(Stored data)

+++

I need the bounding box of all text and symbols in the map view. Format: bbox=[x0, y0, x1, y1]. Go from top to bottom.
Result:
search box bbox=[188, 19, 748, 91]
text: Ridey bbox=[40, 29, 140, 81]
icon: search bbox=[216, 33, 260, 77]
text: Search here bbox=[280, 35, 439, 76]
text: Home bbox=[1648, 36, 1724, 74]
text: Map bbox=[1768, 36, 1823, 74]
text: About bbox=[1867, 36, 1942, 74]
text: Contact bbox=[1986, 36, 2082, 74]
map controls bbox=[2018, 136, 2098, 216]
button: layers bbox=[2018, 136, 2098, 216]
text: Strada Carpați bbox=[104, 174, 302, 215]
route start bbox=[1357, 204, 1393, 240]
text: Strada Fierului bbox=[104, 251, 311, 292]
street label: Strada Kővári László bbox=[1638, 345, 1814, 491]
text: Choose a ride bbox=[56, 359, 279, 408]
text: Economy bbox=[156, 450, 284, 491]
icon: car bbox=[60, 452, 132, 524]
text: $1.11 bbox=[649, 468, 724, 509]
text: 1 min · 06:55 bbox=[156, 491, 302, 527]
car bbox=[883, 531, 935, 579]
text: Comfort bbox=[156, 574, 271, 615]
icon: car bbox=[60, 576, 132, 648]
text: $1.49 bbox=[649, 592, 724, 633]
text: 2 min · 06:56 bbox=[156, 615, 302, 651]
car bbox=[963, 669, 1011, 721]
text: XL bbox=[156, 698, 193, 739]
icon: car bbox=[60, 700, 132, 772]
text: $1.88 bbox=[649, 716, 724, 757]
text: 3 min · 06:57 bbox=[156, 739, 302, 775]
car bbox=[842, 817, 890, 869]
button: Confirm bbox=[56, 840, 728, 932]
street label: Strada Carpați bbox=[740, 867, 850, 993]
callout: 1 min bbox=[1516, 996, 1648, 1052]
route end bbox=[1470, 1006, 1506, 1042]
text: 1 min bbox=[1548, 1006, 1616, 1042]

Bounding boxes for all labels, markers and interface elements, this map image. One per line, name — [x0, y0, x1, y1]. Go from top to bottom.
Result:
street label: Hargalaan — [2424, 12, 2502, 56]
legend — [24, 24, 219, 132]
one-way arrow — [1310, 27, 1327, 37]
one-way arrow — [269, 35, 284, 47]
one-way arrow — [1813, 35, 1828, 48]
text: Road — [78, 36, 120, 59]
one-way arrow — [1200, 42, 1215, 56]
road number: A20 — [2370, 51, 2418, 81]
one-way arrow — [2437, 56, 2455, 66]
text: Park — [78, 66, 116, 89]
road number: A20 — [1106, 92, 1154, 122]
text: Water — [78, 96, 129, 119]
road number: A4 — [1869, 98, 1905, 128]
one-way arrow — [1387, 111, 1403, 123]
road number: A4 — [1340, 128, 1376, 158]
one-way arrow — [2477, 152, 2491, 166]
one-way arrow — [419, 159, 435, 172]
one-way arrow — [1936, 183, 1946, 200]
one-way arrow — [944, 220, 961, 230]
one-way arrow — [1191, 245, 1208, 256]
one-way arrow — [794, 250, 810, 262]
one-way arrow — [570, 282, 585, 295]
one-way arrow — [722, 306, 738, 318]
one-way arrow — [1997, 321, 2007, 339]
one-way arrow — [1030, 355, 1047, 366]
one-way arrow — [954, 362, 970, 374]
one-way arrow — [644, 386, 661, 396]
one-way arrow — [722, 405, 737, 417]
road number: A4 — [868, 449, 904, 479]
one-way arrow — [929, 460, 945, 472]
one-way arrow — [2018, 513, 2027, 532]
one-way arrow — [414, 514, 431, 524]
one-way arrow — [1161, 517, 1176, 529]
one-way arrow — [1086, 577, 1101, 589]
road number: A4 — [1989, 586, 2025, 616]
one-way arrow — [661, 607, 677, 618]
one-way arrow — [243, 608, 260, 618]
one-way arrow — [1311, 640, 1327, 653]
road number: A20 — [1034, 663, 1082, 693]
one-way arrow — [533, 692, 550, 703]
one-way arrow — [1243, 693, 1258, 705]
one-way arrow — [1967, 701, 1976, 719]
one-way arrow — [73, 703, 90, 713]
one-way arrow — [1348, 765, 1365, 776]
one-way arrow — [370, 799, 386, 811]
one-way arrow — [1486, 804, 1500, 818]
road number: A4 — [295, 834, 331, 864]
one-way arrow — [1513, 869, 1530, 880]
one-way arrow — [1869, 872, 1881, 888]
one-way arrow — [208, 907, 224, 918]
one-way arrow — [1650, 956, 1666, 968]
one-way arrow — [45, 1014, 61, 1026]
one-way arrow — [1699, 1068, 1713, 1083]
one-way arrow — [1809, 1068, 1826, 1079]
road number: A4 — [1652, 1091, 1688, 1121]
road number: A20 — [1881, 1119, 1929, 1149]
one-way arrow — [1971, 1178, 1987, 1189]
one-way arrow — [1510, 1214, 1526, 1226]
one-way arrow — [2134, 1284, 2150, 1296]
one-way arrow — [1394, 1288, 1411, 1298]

+++

**GOAL OF THE EXERCISE:** Copy every line above exactly.

**RESULT:**
I need the bounding box of all text and symbols in the map view. Format: bbox=[x0, y0, x1, y1]. Go from top to bottom.
Result:
search box bbox=[188, 19, 748, 91]
text: Ridey bbox=[40, 29, 140, 81]
icon: search bbox=[216, 33, 260, 77]
text: Search here bbox=[280, 35, 439, 76]
text: Home bbox=[1648, 36, 1724, 74]
text: Map bbox=[1768, 36, 1823, 74]
text: About bbox=[1867, 36, 1942, 74]
text: Contact bbox=[1986, 36, 2082, 74]
map controls bbox=[2018, 136, 2098, 216]
button: layers bbox=[2018, 136, 2098, 216]
text: Strada Carpați bbox=[104, 174, 302, 215]
route start bbox=[1357, 204, 1393, 240]
text: Strada Fierului bbox=[104, 251, 311, 292]
street label: Strada Kővári László bbox=[1638, 345, 1814, 491]
text: Choose a ride bbox=[56, 359, 279, 408]
text: Economy bbox=[156, 450, 284, 491]
icon: car bbox=[60, 452, 132, 524]
text: $1.11 bbox=[649, 468, 724, 509]
text: 1 min · 06:55 bbox=[156, 491, 302, 527]
car bbox=[883, 531, 935, 579]
text: Comfort bbox=[156, 574, 271, 615]
icon: car bbox=[60, 576, 132, 648]
text: $1.49 bbox=[649, 592, 724, 633]
text: 2 min · 06:56 bbox=[156, 615, 302, 651]
car bbox=[963, 669, 1011, 721]
text: XL bbox=[156, 698, 193, 739]
icon: car bbox=[60, 700, 132, 772]
text: $1.88 bbox=[649, 716, 724, 757]
text: 3 min · 06:57 bbox=[156, 739, 302, 775]
car bbox=[842, 817, 890, 869]
button: Confirm bbox=[56, 840, 728, 932]
street label: Strada Carpați bbox=[740, 867, 850, 993]
callout: 1 min bbox=[1516, 996, 1648, 1052]
route end bbox=[1470, 1006, 1506, 1042]
text: 1 min bbox=[1548, 1006, 1616, 1042]

Bounding boxes for all labels, markers and interface elements, this map image. One per line, name — [x0, y0, x1, y1]. Go from top to bottom.
Result:
street label: Hargalaan — [2424, 12, 2502, 56]
legend — [24, 24, 219, 132]
one-way arrow — [1310, 27, 1327, 37]
one-way arrow — [269, 35, 284, 47]
one-way arrow — [1813, 35, 1828, 48]
text: Road — [78, 36, 120, 59]
one-way arrow — [1200, 42, 1215, 56]
road number: A20 — [2370, 51, 2418, 81]
one-way arrow — [2437, 56, 2455, 66]
text: Park — [78, 66, 116, 89]
road number: A20 — [1106, 92, 1154, 122]
text: Water — [78, 96, 129, 119]
road number: A4 — [1869, 98, 1905, 128]
one-way arrow — [1387, 111, 1403, 123]
road number: A4 — [1340, 128, 1376, 158]
one-way arrow — [2477, 152, 2491, 166]
one-way arrow — [419, 159, 435, 172]
one-way arrow — [1936, 183, 1946, 200]
one-way arrow — [944, 220, 961, 230]
one-way arrow — [1191, 245, 1208, 256]
one-way arrow — [794, 250, 810, 262]
one-way arrow — [570, 282, 585, 295]
one-way arrow — [722, 306, 738, 318]
one-way arrow — [1997, 321, 2007, 339]
one-way arrow — [1030, 355, 1047, 366]
one-way arrow — [954, 362, 970, 374]
one-way arrow — [644, 386, 661, 396]
one-way arrow — [722, 405, 737, 417]
road number: A4 — [868, 449, 904, 479]
one-way arrow — [929, 460, 945, 472]
one-way arrow — [2018, 513, 2027, 532]
one-way arrow — [414, 514, 431, 524]
one-way arrow — [1161, 517, 1176, 529]
one-way arrow — [1086, 577, 1101, 589]
road number: A4 — [1989, 586, 2025, 616]
one-way arrow — [661, 607, 677, 618]
one-way arrow — [243, 608, 260, 618]
one-way arrow — [1311, 640, 1327, 653]
road number: A20 — [1034, 663, 1082, 693]
one-way arrow — [533, 692, 550, 703]
one-way arrow — [1243, 693, 1258, 705]
one-way arrow — [1967, 701, 1976, 719]
one-way arrow — [73, 703, 90, 713]
one-way arrow — [1348, 765, 1365, 776]
one-way arrow — [370, 799, 386, 811]
one-way arrow — [1486, 804, 1500, 818]
road number: A4 — [295, 834, 331, 864]
one-way arrow — [1513, 869, 1530, 880]
one-way arrow — [1869, 872, 1881, 888]
one-way arrow — [208, 907, 224, 918]
one-way arrow — [1650, 956, 1666, 968]
one-way arrow — [45, 1014, 61, 1026]
one-way arrow — [1699, 1068, 1713, 1083]
one-way arrow — [1809, 1068, 1826, 1079]
road number: A4 — [1652, 1091, 1688, 1121]
road number: A20 — [1881, 1119, 1929, 1149]
one-way arrow — [1971, 1178, 1987, 1189]
one-way arrow — [1510, 1214, 1526, 1226]
one-way arrow — [2134, 1284, 2150, 1296]
one-way arrow — [1394, 1288, 1411, 1298]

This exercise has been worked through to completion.